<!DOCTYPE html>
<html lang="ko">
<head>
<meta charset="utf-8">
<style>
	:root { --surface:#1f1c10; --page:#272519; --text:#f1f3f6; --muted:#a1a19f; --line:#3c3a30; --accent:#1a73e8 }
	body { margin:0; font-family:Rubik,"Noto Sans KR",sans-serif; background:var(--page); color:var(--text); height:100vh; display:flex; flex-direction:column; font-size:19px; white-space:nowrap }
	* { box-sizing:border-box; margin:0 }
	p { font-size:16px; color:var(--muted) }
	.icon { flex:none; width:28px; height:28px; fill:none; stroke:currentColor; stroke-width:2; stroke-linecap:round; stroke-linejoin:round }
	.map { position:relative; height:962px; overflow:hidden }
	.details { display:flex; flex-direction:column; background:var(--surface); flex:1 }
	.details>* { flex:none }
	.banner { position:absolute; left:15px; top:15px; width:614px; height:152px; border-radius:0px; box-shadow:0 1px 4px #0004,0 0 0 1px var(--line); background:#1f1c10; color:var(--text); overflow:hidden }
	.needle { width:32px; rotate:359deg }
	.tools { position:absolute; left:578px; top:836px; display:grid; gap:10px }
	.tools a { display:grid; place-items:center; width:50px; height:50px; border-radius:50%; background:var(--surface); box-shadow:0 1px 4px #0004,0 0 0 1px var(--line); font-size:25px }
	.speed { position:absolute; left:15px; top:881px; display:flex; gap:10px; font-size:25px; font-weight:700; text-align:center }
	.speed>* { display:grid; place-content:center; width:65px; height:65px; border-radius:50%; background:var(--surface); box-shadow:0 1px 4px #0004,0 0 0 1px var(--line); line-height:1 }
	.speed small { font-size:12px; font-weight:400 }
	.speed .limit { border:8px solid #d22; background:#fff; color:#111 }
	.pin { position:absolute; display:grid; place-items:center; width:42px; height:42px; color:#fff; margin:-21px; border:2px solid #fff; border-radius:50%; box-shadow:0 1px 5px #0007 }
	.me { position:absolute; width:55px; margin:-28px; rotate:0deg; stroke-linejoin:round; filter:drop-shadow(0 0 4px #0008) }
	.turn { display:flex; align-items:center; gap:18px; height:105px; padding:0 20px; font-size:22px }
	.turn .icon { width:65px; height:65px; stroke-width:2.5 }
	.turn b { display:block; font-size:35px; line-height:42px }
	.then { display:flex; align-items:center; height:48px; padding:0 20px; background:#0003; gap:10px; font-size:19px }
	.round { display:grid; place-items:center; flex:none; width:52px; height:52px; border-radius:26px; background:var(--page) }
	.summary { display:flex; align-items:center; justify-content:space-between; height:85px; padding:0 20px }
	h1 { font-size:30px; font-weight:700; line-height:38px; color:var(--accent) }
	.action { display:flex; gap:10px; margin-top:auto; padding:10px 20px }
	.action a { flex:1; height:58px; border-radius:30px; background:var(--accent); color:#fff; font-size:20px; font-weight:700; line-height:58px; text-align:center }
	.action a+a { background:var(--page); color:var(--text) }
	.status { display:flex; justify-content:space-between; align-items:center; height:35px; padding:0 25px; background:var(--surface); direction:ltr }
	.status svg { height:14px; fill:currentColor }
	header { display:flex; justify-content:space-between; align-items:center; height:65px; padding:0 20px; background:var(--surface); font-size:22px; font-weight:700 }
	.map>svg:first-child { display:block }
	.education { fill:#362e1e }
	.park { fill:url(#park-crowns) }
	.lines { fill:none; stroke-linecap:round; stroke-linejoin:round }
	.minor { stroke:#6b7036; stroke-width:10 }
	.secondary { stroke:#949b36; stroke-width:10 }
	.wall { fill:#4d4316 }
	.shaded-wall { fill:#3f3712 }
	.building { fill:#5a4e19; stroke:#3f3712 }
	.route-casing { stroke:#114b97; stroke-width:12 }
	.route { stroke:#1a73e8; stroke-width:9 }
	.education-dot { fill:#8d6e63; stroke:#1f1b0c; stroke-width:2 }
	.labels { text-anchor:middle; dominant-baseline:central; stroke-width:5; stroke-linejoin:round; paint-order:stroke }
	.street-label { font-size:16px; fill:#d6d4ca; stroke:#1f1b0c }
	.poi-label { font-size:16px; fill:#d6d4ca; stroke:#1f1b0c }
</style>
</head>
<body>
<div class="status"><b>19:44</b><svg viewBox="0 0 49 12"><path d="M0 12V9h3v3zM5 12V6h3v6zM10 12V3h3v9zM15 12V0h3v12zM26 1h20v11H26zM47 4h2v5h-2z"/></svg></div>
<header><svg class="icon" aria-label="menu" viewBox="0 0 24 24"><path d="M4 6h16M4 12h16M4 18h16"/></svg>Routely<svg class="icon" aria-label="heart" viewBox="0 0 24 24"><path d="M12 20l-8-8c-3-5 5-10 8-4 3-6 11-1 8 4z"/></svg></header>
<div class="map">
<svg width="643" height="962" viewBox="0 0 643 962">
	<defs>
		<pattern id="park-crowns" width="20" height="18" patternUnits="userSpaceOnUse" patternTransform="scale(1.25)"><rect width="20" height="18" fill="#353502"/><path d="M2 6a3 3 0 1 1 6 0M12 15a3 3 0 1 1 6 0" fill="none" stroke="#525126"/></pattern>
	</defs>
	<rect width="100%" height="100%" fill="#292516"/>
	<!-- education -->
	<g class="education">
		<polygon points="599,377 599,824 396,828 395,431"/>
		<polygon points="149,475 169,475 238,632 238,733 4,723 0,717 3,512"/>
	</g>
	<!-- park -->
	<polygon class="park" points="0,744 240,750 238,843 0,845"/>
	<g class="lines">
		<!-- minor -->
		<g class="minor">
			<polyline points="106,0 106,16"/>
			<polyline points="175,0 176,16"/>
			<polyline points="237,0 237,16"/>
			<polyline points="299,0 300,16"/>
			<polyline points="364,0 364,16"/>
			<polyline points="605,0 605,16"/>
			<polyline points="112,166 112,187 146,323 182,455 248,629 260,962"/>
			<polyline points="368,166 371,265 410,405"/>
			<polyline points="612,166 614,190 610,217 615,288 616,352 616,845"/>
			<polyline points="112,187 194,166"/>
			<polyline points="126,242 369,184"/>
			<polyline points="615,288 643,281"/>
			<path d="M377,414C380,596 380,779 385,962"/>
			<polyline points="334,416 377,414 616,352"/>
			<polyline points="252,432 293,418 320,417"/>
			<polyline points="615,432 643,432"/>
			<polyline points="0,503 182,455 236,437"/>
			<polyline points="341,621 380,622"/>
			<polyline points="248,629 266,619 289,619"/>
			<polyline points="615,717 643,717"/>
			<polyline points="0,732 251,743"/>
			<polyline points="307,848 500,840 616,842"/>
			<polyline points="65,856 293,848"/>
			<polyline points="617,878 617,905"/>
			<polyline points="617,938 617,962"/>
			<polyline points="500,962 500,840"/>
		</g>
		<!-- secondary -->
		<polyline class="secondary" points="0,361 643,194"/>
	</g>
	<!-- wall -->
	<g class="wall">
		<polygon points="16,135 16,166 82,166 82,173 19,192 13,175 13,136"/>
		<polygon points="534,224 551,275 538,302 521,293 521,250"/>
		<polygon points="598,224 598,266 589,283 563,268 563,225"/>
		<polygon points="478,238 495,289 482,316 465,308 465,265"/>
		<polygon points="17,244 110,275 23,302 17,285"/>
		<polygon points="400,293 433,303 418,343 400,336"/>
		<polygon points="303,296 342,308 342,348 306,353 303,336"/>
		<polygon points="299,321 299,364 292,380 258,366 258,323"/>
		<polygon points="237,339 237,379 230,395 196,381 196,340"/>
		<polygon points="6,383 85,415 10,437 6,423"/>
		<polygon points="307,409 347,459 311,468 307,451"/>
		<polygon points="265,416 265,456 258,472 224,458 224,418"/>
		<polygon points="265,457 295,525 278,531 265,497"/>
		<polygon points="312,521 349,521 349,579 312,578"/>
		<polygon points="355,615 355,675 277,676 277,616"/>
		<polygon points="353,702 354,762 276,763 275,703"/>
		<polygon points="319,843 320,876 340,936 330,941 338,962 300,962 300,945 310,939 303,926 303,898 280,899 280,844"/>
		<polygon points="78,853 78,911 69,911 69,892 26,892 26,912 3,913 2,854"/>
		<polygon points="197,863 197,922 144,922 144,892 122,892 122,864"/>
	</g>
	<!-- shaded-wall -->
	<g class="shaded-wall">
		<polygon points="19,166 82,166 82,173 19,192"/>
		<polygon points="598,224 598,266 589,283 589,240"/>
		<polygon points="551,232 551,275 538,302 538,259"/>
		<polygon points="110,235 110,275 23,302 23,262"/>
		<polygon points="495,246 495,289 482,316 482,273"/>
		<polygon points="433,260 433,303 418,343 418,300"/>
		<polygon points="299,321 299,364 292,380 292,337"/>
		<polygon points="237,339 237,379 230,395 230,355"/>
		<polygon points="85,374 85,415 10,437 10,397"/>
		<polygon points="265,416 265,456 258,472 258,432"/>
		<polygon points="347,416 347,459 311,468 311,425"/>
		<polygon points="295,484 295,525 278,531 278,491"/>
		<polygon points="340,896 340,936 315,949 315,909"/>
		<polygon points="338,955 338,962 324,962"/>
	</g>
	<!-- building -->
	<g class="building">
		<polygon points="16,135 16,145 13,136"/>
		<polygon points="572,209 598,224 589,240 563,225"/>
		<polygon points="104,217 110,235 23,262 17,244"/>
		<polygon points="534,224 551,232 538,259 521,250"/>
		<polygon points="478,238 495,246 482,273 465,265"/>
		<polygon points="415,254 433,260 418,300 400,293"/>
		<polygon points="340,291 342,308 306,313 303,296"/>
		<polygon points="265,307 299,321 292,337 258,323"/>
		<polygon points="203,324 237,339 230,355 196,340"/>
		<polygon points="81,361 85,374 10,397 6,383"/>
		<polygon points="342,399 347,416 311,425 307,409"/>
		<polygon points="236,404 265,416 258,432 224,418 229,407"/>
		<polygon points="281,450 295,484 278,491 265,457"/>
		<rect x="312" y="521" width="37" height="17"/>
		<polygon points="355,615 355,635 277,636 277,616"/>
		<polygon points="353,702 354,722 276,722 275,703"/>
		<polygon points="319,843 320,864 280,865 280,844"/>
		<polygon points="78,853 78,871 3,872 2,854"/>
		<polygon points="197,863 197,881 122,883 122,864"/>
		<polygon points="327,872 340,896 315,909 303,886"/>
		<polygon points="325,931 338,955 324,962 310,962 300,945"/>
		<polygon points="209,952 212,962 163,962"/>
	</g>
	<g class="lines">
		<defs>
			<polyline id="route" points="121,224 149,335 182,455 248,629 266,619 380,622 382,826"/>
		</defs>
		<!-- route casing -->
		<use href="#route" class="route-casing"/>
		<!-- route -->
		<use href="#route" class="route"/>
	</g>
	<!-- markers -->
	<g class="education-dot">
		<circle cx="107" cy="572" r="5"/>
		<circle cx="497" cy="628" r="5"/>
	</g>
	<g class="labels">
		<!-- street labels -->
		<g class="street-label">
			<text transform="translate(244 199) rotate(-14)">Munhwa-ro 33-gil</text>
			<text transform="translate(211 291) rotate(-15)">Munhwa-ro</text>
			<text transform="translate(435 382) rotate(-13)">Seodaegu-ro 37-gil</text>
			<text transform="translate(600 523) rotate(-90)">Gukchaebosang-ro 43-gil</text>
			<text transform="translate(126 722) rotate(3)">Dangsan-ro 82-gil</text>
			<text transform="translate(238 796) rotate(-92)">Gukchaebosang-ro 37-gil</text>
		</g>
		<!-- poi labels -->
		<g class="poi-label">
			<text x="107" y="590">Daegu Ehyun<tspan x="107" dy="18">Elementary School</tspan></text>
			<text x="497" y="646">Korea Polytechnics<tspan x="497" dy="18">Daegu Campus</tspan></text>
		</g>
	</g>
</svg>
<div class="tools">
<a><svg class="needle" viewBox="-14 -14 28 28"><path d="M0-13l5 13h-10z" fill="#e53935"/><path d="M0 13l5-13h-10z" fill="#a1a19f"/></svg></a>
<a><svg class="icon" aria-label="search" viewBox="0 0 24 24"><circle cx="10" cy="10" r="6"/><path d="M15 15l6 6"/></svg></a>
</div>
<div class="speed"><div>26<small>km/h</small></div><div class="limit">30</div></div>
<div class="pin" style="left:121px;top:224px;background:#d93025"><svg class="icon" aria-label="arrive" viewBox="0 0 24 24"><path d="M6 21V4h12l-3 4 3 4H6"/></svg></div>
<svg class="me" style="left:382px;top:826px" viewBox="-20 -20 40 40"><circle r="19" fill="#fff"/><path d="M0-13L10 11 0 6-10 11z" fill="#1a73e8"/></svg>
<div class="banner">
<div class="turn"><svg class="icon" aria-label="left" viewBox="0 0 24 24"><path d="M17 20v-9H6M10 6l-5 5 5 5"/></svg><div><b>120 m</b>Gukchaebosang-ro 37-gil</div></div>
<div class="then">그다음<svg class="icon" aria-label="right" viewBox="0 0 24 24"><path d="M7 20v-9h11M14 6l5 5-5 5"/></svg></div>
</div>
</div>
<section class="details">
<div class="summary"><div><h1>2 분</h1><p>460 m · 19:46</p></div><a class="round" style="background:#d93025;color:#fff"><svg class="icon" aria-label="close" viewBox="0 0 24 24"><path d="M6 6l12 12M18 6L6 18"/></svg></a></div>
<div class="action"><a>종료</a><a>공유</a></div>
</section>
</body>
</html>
- - - - - - -
## WORK ITEM
Tally the lines above that contain the word "hidden", and reply with only the number.

## YOUR SOLUTION
2